TASK PROMPT:
Each record must be retyped in full. No character may differ.

Stored data:
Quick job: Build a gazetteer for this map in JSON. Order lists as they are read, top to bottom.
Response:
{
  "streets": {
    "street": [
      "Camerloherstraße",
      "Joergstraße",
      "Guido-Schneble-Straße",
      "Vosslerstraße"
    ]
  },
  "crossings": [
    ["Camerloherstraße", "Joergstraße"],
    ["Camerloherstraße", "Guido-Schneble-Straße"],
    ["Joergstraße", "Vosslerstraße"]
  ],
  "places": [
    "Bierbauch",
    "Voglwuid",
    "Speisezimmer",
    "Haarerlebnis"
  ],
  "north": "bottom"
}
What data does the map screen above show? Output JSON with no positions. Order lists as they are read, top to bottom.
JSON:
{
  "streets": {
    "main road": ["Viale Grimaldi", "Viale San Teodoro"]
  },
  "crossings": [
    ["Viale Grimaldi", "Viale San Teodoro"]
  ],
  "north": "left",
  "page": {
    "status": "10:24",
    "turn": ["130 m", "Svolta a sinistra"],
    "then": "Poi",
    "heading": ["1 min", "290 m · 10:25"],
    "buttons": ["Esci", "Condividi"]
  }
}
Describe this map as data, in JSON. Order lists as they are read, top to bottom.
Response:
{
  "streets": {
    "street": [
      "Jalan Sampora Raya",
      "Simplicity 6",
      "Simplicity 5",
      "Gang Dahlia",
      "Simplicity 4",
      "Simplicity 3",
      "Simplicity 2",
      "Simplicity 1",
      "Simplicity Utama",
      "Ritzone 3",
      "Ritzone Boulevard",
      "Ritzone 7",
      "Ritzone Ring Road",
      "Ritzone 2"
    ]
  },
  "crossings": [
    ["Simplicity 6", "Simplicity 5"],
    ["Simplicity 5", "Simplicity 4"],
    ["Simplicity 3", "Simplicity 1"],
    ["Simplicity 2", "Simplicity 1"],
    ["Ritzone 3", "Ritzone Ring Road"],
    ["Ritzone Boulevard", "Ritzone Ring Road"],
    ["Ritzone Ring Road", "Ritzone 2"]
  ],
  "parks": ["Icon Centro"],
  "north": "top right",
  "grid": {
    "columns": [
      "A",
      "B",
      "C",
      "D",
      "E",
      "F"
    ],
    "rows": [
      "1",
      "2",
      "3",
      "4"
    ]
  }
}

EXPECTED ANSWER:
Quick job: Build a gazetteer for this map in JSON. Order lists as they are read, top to bottom.
Response:
{
  "streets": {
    "street": [
      "Camerloherstraße",
      "Joergstraße",
      "Guido-Schneble-Straße",
      "Vosslerstraße"
    ]
  },
  "crossings": [
    ["Camerloherstraße", "Joergstraße"],
    ["Camerloherstraße", "Guido-Schneble-Straße"],
    ["Joergstraße", "Vosslerstraße"]
  ],
  "places": [
    "Bierbauch",
    "Voglwuid",
    "Speisezimmer",
    "Haarerlebnis"
  ],
  "north": "bottom"
}
What data does the map screen above show? Output JSON with no positions. Order lists as they are read, top to bottom.
JSON:
{
  "streets": {
    "main road": ["Viale Grimaldi", "Viale San Teodoro"]
  },
  "crossings": [
    ["Viale Grimaldi", "Viale San Teodoro"]
  ],
  "north": "left",
  "page": {
    "status": "10:24",
    "turn": ["130 m", "Svolta a sinistra"],
    "then": "Poi",
    "heading": ["1 min", "290 m · 10:25"],
    "buttons": ["Esci", "Condividi"]
  }
}
Describe this map as data, in JSON. Order lists as they are read, top to bottom.
Response:
{
  "streets": {
    "street": [
      "Jalan Sampora Raya",
      "Simplicity 6",
      "Simplicity 5",
      "Gang Dahlia",
      "Simplicity 4",
      "Simplicity 3",
      "Simplicity 2",
      "Simplicity 1",
      "Simplicity Utama",
      "Ritzone 3",
      "Ritzone Boulevard",
      "Ritzone 7",
      "Ritzone Ring Road",
      "Ritzone 2"
    ]
  },
  "crossings": [
    ["Simplicity 6", "Simplicity 5"],
    ["Simplicity 5", "Simplicity 4"],
    ["Simplicity 3", "Simplicity 1"],
    ["Simplicity 2", "Simplicity 1"],
    ["Ritzone 3", "Ritzone Ring Road"],
    ["Ritzone Boulevard", "Ritzone Ring Road"],
    ["Ritzone Ring Road", "Ritzone 2"]
  ],
  "parks": ["Icon Centro"],
  "north": "top right",
  "grid": {
    "columns": [
      "A",
      "B",
      "C",
      "D",
      "E",
      "F"
    ],
    "rows": [
      "1",
      "2",
      "3",
      "4"
    ]
  }
}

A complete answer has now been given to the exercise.